Yılmaz Erdoğan, aylık sinema dergisi Film Arası’na verdiği röportajla ‘sinemada ezan’ tartışması başlattı.

Ünlü oyuncu, yapımcı ve yönetmen Yılmaz Erdoğan, Film Arası dergisine verdiği röportajla sanat dünyasını karıştırdı. Erdoğan’ın “Türkiye’deki bir sette günde beş kez ezan için durursun, ‘Aziz Allah’ dersin, beklersin, çay içersin ama filmde duyulmaz o ezan. Bir yabancı buraya geldiğinde mutlaka bir İstanbul sabahı uyanıp ezanı çeker.
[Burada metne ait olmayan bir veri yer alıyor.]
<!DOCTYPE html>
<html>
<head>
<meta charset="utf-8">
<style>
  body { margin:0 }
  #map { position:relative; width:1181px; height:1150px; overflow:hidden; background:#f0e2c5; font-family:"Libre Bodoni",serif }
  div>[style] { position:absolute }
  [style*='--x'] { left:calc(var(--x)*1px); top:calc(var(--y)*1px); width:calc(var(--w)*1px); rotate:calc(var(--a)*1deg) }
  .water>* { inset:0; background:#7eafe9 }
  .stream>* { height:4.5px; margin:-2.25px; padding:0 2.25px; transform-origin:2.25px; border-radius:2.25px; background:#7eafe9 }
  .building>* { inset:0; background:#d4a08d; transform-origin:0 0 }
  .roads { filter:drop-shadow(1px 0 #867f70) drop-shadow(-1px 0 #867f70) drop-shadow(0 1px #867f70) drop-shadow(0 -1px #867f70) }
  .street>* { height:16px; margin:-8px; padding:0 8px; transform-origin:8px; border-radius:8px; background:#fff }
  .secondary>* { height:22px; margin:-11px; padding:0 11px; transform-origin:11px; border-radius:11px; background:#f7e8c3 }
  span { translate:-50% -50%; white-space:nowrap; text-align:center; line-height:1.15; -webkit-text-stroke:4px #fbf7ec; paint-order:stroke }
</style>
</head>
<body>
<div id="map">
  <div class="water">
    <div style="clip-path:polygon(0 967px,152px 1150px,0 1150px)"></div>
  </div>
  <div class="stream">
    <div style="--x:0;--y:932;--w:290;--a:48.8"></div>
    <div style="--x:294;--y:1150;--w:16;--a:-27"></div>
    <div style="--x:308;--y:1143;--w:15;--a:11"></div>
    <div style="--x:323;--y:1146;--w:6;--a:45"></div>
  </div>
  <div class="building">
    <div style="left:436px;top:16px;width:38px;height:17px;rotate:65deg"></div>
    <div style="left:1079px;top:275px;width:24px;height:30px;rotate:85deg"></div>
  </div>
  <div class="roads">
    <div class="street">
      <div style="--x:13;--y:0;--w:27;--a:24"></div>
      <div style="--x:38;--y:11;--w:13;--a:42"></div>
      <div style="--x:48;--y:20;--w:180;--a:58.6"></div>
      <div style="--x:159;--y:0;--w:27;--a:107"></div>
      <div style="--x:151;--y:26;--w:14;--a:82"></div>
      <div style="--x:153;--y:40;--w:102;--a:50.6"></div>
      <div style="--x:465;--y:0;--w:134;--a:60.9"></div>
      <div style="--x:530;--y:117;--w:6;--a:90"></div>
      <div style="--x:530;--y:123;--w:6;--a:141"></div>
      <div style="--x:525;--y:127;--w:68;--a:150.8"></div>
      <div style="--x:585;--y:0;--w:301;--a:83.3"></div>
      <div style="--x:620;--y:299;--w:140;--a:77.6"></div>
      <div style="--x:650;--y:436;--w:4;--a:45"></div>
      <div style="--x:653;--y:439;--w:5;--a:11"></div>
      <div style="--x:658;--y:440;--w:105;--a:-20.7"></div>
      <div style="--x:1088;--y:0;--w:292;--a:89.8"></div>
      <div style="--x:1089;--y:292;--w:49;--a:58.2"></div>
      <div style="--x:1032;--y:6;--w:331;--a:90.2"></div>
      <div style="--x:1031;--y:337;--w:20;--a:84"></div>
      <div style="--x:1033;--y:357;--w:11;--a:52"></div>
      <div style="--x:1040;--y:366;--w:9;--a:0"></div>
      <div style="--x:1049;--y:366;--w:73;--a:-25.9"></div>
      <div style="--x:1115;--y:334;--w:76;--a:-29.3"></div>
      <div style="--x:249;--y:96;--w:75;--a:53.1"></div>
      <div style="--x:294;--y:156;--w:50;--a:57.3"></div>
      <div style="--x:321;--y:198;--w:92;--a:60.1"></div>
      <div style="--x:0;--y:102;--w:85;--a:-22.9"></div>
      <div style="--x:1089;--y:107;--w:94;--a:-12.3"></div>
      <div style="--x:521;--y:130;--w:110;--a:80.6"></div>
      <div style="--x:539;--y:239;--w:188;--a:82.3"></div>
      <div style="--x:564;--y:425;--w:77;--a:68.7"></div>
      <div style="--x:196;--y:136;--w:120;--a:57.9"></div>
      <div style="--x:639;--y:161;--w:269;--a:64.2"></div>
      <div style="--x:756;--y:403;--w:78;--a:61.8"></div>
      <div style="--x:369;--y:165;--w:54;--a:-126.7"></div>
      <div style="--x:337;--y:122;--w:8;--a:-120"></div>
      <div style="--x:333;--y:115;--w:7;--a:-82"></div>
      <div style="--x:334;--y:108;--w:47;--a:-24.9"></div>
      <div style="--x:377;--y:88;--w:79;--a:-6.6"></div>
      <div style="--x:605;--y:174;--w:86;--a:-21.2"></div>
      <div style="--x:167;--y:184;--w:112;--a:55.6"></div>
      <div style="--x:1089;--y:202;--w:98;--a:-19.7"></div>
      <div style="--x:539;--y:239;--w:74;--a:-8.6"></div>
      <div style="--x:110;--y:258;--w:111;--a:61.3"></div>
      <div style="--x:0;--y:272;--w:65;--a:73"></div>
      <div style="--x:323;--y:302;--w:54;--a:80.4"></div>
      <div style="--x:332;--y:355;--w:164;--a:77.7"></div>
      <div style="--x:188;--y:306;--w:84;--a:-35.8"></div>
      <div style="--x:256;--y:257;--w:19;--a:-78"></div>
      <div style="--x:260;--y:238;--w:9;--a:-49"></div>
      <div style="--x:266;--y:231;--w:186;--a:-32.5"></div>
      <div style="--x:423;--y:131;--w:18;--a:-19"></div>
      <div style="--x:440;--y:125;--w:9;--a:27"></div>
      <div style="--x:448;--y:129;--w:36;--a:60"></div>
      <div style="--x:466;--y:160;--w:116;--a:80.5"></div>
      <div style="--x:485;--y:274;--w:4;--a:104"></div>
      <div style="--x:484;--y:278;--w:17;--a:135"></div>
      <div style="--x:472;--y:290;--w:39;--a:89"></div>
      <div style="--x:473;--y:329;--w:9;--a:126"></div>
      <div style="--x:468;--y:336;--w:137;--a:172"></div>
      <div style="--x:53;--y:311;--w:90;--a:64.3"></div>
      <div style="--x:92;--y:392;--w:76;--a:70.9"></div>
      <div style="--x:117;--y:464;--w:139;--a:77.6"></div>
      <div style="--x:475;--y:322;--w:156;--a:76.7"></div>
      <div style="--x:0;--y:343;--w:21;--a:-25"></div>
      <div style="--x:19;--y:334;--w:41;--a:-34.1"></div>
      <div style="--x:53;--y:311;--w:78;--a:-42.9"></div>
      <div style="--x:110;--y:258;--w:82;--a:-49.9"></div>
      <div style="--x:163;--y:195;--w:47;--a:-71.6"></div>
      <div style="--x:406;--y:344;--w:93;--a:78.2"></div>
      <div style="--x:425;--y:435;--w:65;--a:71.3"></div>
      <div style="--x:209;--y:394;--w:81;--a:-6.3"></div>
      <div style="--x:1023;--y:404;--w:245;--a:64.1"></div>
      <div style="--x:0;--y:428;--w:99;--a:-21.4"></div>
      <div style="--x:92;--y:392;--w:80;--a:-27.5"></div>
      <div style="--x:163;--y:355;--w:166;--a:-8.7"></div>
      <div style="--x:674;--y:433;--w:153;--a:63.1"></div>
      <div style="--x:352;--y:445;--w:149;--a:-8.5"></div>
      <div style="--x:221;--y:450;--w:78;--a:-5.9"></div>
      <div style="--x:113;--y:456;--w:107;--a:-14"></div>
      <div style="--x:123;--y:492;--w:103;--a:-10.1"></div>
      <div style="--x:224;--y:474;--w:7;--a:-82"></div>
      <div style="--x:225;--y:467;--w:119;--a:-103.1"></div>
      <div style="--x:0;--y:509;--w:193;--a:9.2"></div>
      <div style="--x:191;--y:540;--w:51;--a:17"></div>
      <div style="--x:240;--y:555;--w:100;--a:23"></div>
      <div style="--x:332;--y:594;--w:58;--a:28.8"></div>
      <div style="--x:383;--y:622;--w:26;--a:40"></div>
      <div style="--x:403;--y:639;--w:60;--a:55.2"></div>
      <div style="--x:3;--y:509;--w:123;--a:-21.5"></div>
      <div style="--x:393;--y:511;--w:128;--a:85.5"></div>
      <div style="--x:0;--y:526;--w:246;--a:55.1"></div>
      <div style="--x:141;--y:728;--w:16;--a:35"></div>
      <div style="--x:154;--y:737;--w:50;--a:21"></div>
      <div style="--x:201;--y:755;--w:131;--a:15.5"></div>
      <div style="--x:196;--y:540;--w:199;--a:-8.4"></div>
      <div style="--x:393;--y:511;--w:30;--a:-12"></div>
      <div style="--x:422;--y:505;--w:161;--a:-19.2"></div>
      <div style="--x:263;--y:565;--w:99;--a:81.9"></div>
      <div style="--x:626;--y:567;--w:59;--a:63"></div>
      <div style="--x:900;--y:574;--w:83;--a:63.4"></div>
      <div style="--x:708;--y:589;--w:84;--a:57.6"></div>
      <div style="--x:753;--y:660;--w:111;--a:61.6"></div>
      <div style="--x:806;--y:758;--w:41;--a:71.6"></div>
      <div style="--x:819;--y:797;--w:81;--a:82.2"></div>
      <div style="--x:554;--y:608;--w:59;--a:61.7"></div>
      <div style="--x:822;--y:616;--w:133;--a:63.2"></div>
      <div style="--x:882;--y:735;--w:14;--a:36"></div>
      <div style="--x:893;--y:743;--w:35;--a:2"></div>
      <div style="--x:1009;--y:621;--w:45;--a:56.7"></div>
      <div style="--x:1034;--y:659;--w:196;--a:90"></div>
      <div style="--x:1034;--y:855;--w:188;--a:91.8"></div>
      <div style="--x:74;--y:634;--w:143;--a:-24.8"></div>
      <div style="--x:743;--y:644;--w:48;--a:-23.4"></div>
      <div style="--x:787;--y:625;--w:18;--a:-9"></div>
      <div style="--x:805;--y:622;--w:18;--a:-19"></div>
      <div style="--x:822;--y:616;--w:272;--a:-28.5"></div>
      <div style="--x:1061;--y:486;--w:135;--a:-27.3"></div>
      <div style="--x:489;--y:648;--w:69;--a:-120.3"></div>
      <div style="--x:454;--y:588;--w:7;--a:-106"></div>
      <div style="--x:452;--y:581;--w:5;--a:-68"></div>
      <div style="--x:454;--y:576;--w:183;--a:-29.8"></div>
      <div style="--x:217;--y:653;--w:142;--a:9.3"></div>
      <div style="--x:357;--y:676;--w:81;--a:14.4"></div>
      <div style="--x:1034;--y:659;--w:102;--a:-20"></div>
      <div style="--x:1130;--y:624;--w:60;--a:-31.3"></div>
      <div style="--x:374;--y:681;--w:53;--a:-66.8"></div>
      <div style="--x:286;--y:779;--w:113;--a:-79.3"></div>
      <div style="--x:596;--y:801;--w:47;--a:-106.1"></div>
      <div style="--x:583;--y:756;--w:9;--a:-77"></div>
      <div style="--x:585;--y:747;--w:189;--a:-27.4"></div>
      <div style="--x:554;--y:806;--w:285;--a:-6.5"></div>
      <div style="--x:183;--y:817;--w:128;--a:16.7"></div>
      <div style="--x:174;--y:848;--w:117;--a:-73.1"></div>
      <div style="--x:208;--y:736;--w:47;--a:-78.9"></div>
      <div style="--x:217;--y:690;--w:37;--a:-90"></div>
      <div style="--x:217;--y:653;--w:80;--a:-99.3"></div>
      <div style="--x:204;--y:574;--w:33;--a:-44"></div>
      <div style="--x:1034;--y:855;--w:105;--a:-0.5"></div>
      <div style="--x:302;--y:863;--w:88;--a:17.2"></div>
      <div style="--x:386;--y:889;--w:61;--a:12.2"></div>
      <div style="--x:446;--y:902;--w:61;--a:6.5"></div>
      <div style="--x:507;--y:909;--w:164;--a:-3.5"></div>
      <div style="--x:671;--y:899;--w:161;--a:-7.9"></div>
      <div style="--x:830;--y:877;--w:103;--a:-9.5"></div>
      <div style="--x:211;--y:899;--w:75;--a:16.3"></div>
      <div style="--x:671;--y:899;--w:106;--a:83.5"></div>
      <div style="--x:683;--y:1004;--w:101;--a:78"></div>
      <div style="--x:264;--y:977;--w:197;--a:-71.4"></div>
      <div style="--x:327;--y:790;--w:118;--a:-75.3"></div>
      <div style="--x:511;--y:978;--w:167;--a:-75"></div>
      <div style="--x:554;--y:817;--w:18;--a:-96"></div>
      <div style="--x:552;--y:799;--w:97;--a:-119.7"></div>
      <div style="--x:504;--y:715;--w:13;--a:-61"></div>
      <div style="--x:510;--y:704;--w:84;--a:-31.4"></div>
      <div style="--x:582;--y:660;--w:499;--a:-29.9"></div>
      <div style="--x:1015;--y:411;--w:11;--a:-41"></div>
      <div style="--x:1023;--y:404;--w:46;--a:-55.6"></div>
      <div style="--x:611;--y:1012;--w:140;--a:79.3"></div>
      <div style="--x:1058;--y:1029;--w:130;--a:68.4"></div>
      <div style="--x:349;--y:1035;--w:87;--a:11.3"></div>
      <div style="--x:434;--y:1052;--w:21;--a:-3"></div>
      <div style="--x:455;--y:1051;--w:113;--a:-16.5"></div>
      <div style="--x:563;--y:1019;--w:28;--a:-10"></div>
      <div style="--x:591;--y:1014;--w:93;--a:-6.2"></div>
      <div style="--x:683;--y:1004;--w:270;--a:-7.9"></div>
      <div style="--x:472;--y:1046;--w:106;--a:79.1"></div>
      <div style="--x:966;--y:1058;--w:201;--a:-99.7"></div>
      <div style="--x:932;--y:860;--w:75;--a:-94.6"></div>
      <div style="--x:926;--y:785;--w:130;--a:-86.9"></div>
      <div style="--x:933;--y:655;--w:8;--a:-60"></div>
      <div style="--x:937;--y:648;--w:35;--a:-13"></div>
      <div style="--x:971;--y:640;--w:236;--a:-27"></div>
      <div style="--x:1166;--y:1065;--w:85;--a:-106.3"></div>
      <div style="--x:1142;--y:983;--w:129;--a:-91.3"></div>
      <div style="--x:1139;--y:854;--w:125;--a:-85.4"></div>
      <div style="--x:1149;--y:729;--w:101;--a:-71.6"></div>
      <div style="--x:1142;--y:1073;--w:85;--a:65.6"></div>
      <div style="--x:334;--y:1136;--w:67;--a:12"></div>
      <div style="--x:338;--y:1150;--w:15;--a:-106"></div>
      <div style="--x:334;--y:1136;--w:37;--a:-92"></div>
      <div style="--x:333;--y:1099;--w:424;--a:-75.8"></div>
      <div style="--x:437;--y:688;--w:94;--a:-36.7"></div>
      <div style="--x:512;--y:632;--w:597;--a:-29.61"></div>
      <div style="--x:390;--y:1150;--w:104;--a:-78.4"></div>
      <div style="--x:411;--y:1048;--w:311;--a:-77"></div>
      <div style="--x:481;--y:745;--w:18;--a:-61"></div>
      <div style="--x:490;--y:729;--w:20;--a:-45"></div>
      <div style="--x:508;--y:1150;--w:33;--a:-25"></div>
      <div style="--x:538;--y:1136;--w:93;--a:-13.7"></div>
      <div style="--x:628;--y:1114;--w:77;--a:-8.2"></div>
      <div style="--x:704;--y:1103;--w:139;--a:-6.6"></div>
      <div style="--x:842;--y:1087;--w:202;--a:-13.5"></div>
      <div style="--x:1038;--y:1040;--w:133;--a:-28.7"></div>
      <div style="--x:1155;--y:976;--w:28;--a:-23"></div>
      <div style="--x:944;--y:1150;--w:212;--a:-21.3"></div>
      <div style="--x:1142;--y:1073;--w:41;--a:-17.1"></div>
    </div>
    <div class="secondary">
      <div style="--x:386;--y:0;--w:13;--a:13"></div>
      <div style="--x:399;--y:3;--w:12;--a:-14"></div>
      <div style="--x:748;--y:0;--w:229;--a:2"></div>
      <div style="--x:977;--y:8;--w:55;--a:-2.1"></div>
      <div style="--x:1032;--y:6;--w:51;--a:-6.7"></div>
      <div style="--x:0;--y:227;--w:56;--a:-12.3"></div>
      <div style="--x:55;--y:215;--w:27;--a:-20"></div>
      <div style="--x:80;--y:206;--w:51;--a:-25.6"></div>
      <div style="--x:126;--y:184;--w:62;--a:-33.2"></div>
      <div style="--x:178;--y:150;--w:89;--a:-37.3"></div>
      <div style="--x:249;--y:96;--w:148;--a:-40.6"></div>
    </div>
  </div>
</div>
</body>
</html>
Sen de Batıcı kafalı biri isen ‘bunlar da bizi böyle gösteriyor’ dersin” sözlerine destek verenler kadar tepki gösterenler de oldu. Ümit Ünal, Reha Erdem’in yönettiği ‘Beş Vakit’ dahil birkaç örnek göstererek “Yılmaz Erdoğan sanırım ‘Beş Vakit’ adında bir filmi, ‘Ses’ ve ‘Ara’daki ezan sahnelerini bilmiyor. Ya da sadece popüler sinemayı kastediyor” dedi.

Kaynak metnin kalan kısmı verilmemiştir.